Image recognition program using MNIST labelled images.
A list of images is converted into an array containing vectors of pixel brightnesses: pi where each array index i corresponds to a different image.
Each image pi has a corresponding label qi, a unit vector of dimension n, where n is the number of labels. Values of qi belong to a set of n orthogonal vectors that map to each label.
Now that we have a way to interpret images and labels as vectors, we need a function that takes 'image' p to 'label' q.
One option is q = W.p where W is a matrix,
but let's define:
norm(x) ≡ x/|x|,
ξ(M,R; pi) ≡ norm(enorm(R.eM.pi)),
where R and M are matrices.
ξ has the desired properties:
- it is differentiable;
- it also maps between vectors;
- it has more non-degenerate parameters that can be varied independently than W.

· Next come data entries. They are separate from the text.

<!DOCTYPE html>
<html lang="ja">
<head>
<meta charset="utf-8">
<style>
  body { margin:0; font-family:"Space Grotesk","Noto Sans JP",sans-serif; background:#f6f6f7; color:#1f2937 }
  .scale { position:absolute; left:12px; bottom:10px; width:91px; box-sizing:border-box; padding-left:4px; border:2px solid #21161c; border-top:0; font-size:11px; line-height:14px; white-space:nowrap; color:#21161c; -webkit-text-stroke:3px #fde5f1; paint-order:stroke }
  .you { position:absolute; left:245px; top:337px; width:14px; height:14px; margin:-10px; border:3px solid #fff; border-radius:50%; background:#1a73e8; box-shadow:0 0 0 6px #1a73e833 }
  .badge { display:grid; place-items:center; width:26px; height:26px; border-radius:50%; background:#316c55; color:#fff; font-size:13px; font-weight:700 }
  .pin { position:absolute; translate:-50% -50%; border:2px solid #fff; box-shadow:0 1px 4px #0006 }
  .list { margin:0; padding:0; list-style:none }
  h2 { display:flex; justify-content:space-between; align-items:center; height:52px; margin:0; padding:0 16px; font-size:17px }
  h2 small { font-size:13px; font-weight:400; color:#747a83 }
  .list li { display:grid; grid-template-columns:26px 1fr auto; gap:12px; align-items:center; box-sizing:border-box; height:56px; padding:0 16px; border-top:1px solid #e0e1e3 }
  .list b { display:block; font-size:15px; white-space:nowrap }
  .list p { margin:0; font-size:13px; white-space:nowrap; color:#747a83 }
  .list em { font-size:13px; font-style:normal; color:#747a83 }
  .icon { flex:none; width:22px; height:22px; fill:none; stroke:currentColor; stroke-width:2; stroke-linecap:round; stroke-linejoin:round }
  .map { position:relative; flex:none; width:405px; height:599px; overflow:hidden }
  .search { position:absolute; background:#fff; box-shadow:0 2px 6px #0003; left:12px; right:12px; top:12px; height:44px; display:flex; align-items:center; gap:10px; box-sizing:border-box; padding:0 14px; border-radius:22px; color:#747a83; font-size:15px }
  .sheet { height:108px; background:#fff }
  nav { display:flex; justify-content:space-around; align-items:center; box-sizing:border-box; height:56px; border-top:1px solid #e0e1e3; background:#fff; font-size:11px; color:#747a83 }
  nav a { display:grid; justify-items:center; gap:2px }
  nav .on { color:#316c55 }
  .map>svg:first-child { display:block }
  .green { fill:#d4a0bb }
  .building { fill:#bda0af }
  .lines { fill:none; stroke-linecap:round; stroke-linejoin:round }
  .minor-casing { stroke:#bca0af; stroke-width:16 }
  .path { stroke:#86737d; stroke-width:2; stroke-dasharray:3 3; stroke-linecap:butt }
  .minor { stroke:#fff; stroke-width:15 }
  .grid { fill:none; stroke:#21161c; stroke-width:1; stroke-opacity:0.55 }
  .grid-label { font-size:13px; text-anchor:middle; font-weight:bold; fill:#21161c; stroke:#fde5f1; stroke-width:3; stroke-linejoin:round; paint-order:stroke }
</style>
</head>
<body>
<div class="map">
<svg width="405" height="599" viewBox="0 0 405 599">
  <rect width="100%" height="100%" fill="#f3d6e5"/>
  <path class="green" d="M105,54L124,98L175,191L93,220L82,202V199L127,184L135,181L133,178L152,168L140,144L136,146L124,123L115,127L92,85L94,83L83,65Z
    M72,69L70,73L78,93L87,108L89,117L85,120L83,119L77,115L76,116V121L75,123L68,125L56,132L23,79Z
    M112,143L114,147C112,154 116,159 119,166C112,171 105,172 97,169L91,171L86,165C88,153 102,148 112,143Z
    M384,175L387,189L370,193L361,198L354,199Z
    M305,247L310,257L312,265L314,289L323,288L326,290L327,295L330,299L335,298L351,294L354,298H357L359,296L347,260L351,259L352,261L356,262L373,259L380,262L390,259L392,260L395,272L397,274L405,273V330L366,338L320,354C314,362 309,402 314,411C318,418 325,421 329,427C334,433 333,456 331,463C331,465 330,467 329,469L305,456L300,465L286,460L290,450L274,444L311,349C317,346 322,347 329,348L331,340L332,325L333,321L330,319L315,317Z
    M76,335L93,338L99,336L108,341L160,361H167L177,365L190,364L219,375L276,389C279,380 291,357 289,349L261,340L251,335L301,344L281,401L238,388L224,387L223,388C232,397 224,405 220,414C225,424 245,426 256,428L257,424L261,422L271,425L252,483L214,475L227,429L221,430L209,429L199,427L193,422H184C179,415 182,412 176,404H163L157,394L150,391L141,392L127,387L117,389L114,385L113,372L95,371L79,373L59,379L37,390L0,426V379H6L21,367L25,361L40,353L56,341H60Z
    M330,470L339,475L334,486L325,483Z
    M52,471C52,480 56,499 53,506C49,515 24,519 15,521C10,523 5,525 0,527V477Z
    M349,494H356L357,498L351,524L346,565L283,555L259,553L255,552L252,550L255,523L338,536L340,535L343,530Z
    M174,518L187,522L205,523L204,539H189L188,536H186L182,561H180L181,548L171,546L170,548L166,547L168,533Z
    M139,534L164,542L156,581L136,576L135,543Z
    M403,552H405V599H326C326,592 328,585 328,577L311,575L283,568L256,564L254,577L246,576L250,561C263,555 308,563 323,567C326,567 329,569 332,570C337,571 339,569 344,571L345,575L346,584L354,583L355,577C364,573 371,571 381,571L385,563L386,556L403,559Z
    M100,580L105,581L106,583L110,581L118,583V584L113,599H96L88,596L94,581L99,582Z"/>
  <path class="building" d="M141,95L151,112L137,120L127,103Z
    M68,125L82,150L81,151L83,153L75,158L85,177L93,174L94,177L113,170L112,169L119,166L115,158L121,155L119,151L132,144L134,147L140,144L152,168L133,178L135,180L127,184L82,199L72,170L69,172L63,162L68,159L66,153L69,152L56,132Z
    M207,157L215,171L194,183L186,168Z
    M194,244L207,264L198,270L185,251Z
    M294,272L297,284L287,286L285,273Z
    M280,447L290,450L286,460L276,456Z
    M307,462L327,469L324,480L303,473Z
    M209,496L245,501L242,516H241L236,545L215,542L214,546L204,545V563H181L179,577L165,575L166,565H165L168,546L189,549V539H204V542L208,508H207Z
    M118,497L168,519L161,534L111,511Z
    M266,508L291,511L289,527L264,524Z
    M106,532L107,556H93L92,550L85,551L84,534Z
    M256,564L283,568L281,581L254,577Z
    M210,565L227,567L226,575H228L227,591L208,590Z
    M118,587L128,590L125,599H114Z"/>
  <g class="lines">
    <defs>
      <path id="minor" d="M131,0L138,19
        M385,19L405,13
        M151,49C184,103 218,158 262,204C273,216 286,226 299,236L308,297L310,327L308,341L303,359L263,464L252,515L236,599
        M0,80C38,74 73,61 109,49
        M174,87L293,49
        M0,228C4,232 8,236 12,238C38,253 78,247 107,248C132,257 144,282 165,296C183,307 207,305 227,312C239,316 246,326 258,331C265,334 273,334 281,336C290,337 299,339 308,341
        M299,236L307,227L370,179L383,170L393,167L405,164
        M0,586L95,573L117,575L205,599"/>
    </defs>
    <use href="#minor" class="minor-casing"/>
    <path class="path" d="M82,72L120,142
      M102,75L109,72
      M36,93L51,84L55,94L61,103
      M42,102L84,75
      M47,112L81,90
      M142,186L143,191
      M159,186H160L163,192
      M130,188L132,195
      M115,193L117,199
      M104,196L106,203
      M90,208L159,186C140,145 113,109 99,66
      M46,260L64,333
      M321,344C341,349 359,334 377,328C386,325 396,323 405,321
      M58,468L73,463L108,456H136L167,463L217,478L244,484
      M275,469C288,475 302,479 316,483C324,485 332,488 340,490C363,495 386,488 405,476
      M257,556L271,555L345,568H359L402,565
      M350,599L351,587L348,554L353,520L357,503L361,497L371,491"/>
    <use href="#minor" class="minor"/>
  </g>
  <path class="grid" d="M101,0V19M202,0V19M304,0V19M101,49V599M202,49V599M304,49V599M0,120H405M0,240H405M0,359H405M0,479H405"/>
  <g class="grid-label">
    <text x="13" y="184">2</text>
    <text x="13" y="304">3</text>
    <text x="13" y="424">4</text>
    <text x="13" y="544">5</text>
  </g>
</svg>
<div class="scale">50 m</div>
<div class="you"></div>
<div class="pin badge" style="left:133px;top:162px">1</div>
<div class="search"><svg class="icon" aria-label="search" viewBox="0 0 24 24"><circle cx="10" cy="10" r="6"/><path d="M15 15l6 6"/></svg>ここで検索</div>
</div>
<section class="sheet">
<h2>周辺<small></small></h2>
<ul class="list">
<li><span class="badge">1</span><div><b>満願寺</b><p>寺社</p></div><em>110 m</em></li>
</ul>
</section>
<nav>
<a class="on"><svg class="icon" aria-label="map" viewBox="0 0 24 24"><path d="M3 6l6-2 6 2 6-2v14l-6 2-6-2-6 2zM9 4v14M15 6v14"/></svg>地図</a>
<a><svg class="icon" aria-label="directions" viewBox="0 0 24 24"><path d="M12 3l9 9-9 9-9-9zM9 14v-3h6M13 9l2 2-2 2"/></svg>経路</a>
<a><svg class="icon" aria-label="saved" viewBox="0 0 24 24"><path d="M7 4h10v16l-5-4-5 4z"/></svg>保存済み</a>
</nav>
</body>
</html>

For some values of R and M, ξ will map images pi to vectors very close to qi. This happens when qi.ξ(M,R; pi) ≈ 1.
So the goal is to maximise f = Σi log(qi.ξ(pi)) by varying R and M.
I calculated expressions for ∂fi/∂M and ∂fi/∂R and used this program to perform many small gradients descents for each image.
Having now optimised R and M, this program applies ξ to new test images and can label them with 98.7% accuracy.